Trouble In Mind: Fine Irony
Modern journalism is rife with incorrect uses of the word ironic (mostly I blame Alanis Morissette). I guess it’s become a pet peeve of mine. Which is why the first thing to grab my attention on Trouble In Mind was that the only song Hayes Carll re-recorded from his previous albums was “It’s A Shame”, a song that kicks off with the line “The time has come/There is no second chance”. Leave it to Hayes to use his major label debut to hand-deliver some fine irony.
It’s been a little over three years since we last had new music from Hayes. His signing with Lost Highway Records was announced about a year and a half ago, which seems a long time to wait between signing and release. But now that the disc is done, Hayes doesn’t waste any additional time in getting straight to business, kicking off with a song he co-wrote with Ray Wylie Hubbard, “Drunken Poet’s Dream.” It’s a rollicking track destined to become Hayes’s signature tune and a great way to launch into the album.
The cover of the album echoes back to the classic covers of the late 60’s and early 70’s. It’s done well, but I’ve seen it before. What really took me back to that era was the rhythm guitar tone on the song “Bad Liver And A Broken Heart” (delivered with gusto by Dan Baird, formerly of the Georgia Satellites). The second the song kicked into gear I was instantly transported back in time and such was the authenticity that I swear for a split second I saw a Farrah Fawcett poster on my wall.
While tracks like “Drunken Poet’s Dream”, “I Got A Gig”, and “Wild As Turkey” are the pro-typical Hayes Carll tunes, it’s the softer side of Hayes that really shines on Trouble In Mind, especially on album standouts “Beaumont” and “Willing To Love Again”, the latter of which was written and recorded with Americana MVP Darrell Scott (despite that impressive pairing, “Beaumont” is still probably my favorite track on the record).

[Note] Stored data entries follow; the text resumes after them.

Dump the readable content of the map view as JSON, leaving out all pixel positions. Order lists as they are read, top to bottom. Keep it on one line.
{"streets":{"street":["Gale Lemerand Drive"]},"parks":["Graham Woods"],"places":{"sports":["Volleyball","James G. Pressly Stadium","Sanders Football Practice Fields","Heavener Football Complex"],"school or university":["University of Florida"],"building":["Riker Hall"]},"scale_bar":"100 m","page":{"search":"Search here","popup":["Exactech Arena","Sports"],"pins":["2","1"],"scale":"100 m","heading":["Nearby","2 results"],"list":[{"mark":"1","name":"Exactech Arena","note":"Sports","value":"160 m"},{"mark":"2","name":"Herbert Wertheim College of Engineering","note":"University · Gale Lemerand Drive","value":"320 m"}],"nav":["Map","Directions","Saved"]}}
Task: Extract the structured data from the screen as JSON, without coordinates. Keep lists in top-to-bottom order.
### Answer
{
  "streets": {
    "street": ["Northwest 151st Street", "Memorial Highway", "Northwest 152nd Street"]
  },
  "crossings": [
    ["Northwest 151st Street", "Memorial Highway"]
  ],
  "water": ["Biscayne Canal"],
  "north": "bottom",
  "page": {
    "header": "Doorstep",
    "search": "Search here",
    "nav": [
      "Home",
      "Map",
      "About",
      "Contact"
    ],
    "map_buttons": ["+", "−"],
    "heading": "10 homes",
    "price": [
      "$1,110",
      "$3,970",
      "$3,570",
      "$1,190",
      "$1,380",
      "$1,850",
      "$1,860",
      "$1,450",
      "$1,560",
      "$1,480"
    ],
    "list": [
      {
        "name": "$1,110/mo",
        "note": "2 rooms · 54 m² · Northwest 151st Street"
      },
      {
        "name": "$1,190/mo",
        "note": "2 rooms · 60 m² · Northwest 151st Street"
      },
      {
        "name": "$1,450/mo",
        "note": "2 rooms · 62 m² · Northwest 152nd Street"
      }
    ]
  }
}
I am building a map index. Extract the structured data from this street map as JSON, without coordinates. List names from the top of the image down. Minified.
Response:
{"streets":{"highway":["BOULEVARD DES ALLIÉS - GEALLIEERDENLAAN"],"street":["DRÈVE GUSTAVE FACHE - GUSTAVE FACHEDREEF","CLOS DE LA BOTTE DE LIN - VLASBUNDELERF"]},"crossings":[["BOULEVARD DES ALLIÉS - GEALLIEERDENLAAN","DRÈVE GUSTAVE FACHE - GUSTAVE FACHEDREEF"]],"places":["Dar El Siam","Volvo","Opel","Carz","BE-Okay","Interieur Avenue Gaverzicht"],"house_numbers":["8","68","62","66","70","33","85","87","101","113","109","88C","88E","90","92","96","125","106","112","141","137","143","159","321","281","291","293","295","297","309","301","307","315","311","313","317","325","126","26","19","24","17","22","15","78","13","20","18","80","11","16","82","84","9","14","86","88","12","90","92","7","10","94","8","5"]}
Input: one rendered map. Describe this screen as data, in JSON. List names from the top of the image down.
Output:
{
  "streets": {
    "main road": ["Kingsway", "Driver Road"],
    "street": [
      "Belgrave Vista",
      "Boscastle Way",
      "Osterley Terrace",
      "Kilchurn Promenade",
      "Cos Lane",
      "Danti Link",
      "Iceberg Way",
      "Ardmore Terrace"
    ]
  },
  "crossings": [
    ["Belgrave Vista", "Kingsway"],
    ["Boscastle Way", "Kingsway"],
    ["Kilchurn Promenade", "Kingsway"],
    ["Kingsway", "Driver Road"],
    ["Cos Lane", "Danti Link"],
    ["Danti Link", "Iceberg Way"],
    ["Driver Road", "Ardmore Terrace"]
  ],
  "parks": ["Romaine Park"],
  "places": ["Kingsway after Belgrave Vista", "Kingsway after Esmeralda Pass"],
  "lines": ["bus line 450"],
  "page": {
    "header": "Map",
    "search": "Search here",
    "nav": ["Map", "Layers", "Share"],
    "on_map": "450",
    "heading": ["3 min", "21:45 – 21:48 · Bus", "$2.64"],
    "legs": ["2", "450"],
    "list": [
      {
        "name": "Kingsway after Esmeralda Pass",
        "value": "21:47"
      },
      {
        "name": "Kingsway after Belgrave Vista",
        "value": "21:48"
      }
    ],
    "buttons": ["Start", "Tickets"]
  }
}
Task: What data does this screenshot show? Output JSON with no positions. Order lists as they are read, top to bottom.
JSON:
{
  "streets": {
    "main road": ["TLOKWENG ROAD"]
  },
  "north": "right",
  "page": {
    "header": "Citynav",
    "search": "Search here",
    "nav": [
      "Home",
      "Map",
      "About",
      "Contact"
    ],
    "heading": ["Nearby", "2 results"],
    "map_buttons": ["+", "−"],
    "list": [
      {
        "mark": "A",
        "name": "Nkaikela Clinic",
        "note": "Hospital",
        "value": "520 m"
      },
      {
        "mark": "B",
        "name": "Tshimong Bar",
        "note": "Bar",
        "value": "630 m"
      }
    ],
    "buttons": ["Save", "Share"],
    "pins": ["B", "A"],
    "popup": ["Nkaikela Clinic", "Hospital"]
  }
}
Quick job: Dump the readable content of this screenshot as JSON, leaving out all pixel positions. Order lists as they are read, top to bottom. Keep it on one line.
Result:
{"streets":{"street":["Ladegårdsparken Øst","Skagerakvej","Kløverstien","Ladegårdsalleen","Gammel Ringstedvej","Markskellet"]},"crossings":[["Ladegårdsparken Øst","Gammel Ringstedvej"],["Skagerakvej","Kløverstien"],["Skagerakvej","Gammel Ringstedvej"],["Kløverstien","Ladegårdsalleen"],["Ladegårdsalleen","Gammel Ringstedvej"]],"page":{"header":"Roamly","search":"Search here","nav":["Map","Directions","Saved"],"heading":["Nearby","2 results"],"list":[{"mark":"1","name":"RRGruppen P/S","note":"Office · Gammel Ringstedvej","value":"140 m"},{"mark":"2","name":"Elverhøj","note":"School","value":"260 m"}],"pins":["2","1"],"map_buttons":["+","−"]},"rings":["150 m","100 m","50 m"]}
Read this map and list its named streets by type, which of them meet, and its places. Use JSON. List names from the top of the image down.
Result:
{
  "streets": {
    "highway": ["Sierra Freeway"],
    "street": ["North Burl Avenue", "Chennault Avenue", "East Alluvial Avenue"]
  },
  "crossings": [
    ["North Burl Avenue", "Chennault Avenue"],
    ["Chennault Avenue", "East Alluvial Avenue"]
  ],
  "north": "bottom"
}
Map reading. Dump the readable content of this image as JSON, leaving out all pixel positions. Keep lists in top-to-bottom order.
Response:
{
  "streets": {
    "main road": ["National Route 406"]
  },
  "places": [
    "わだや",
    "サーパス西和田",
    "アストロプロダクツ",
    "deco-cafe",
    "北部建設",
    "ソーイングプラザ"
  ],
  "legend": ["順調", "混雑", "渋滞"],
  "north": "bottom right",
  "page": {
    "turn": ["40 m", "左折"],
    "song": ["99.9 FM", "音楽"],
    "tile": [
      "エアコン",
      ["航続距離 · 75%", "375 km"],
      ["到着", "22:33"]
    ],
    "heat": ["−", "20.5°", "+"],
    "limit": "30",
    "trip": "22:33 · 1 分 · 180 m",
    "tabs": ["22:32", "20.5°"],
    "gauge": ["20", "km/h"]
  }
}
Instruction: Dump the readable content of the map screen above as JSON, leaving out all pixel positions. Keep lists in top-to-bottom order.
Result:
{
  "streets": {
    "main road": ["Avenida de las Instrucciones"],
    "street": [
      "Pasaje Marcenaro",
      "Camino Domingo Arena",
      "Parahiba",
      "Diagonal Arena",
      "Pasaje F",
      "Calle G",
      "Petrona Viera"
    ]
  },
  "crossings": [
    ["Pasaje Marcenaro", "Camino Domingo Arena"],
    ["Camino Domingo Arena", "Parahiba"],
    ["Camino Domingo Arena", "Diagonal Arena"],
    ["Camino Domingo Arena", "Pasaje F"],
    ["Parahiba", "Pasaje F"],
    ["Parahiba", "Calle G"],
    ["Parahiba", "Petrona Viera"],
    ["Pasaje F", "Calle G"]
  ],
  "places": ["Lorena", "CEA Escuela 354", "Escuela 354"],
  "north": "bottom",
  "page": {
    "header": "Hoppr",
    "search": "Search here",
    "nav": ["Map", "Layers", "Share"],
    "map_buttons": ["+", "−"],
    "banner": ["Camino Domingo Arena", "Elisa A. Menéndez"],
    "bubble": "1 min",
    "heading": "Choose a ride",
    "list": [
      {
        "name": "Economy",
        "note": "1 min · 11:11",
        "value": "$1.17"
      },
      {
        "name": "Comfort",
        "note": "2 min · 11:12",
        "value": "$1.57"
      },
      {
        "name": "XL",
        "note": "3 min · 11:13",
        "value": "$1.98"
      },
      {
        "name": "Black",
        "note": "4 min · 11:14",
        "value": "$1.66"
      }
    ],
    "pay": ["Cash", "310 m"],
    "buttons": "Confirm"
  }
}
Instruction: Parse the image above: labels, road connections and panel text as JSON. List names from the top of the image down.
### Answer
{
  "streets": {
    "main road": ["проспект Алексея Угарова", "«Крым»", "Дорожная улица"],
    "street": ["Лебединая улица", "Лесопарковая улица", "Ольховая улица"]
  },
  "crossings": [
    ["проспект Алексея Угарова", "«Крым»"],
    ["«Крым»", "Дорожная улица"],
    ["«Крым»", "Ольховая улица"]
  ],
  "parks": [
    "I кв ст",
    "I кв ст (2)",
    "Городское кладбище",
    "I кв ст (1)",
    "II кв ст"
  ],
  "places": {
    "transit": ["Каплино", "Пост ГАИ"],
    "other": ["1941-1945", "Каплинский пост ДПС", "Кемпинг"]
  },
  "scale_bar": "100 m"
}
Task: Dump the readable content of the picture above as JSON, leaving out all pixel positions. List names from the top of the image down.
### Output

With Lost Highway Records behind this release I can see Hayes Carll’s music finding a much larger audience than he has back home in Texas, but the pec-implanted set in Nashville need not fear Hayes supplanting them for a CMA Entertainer of the Year nomination just yet. Overall, this is Hayes’s best album to date, but I can’t help but feel that his best work is still ahead of him. His songwriting continues to sharpen (along with his wit) with each record and you can hear a world of difference in his confidence as an artist between this CD and his debut disc, Flowers & Liquor. This is an artist that is just beginning to bloom and the end result should prove to be spectacular.
Anyone who has seen Hayes perform live knows that there’s more to the Hayes Carll show than the songs. I like to think of Hayes as a modern Tommy Smothers with a Texas twang. Hayes closes out Trouble in Mind with that vibe on “She Left Me For Jesus”. Despite the fact that it’s clearly tongue-in-cheek, it’s guaranteed to offend many fundamentalists, and maybe even a handful of real people too. It’s their loss as the track is a lot of fun and the mental image of a redneck Hayes looking to pick a fight with Jesus over a girl is priceless. Honoring Hayes’s choice, we leave you with that.